Extract, from the listing that follows, each line containing the word "their".
*** Opening of Supplied material ***
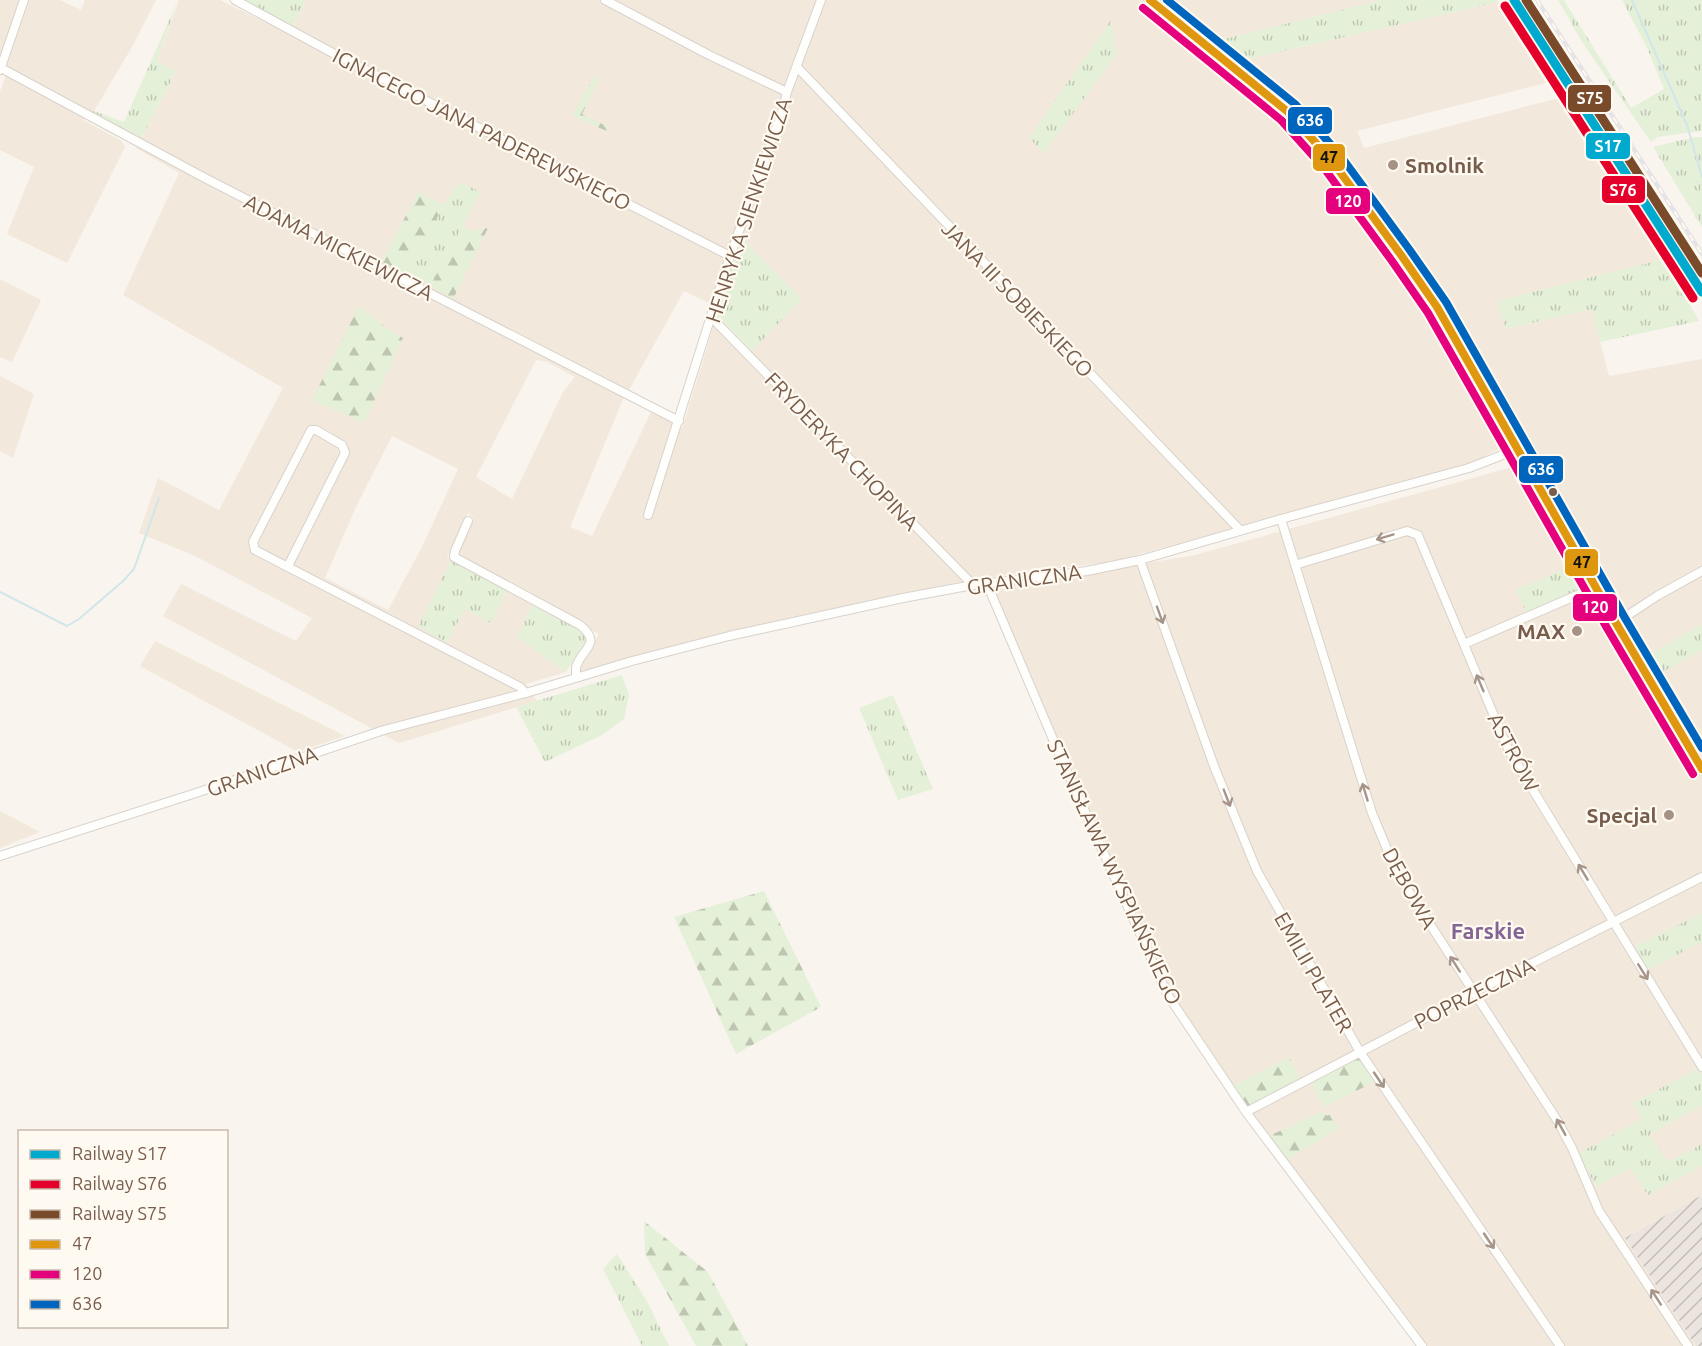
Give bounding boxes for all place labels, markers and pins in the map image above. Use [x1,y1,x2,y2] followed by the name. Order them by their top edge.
*** Close of Supplied material ***
*** Opening of Supplied material ***
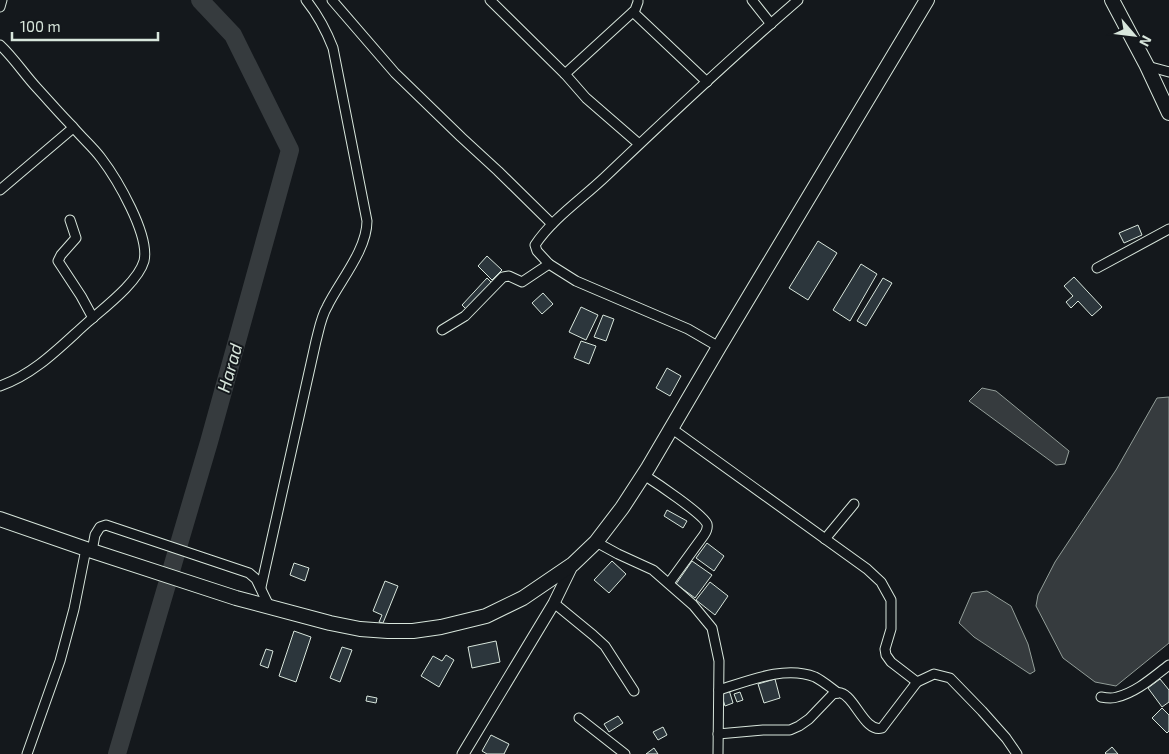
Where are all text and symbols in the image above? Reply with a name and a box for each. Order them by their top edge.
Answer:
*** Close of Supplied material ***
*** Opening of Supplied material ***
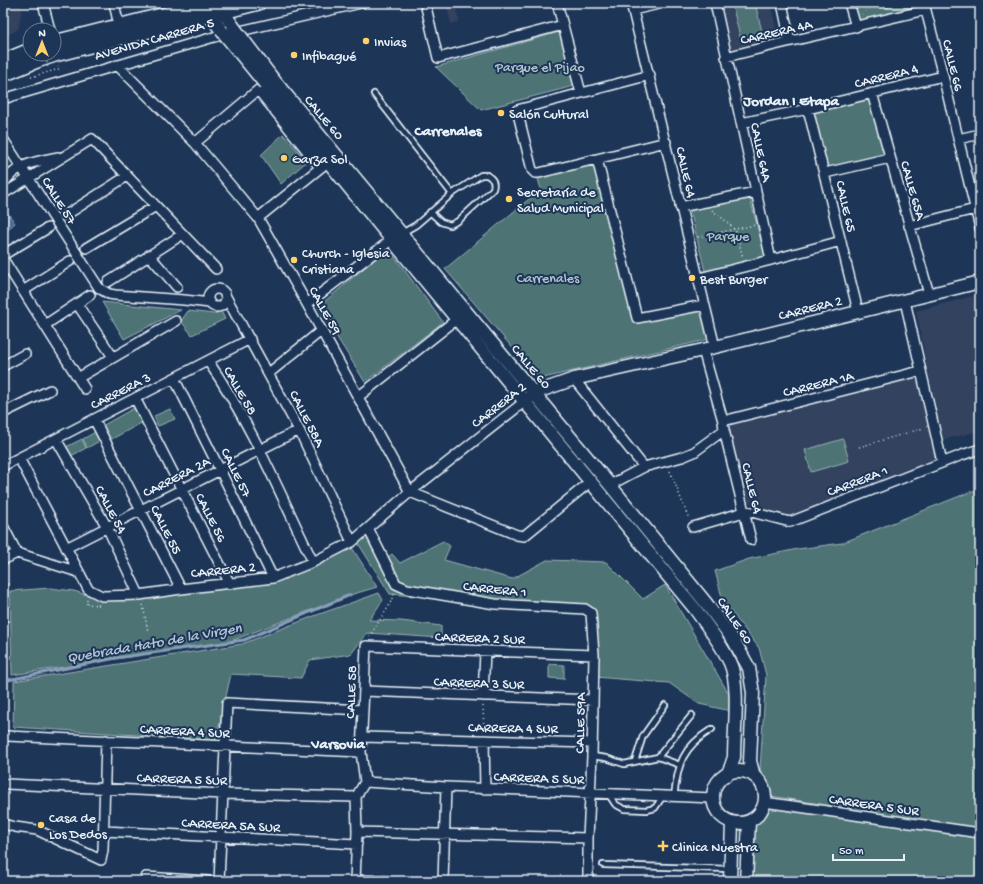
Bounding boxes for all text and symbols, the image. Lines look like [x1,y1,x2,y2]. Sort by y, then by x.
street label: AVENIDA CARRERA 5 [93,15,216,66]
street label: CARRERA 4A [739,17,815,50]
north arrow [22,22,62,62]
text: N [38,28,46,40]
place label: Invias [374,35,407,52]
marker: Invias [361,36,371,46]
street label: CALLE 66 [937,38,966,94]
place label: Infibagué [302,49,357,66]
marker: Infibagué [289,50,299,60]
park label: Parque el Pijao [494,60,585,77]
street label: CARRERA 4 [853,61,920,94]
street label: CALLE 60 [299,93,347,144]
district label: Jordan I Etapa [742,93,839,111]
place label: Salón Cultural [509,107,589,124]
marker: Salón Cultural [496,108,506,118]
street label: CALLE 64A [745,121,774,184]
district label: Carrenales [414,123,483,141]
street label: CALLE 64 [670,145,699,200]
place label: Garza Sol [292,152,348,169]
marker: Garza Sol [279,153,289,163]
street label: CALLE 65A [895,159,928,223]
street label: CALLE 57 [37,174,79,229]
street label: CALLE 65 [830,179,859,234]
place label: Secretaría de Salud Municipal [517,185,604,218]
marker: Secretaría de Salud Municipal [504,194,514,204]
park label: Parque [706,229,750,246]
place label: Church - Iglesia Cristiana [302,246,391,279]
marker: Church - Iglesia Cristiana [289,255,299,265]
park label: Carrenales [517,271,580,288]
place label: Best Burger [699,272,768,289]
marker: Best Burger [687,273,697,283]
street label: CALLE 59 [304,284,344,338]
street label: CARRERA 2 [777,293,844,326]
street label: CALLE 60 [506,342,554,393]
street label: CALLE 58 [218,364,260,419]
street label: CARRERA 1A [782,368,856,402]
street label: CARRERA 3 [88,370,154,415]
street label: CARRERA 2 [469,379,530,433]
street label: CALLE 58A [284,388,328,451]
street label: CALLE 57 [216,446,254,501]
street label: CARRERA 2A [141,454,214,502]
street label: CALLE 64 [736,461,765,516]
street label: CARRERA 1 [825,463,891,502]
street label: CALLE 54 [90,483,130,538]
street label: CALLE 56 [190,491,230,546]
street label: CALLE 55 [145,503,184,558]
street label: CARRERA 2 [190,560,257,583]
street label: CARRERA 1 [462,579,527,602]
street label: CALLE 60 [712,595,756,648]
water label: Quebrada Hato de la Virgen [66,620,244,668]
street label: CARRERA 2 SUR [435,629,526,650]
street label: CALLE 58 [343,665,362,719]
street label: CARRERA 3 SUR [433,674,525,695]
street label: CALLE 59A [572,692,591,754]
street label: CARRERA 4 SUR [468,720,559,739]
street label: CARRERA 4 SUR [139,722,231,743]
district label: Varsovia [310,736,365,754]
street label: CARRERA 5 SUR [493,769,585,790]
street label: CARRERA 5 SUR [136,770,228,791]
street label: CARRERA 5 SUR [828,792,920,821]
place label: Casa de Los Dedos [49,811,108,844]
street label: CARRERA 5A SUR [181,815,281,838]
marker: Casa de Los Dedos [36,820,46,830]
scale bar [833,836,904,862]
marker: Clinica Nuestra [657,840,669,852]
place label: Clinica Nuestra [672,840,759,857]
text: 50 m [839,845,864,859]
*** Close of Supplied material ***
# Exercise response
Give bounding boxes for all place labels, markers and pins in the map image above. Use [x1,y1,x2,y2] followed by the name. Order them by their top edge.
Where are all text and symbols in the image above? Reply with a name and a box for each. Order them by their top edge.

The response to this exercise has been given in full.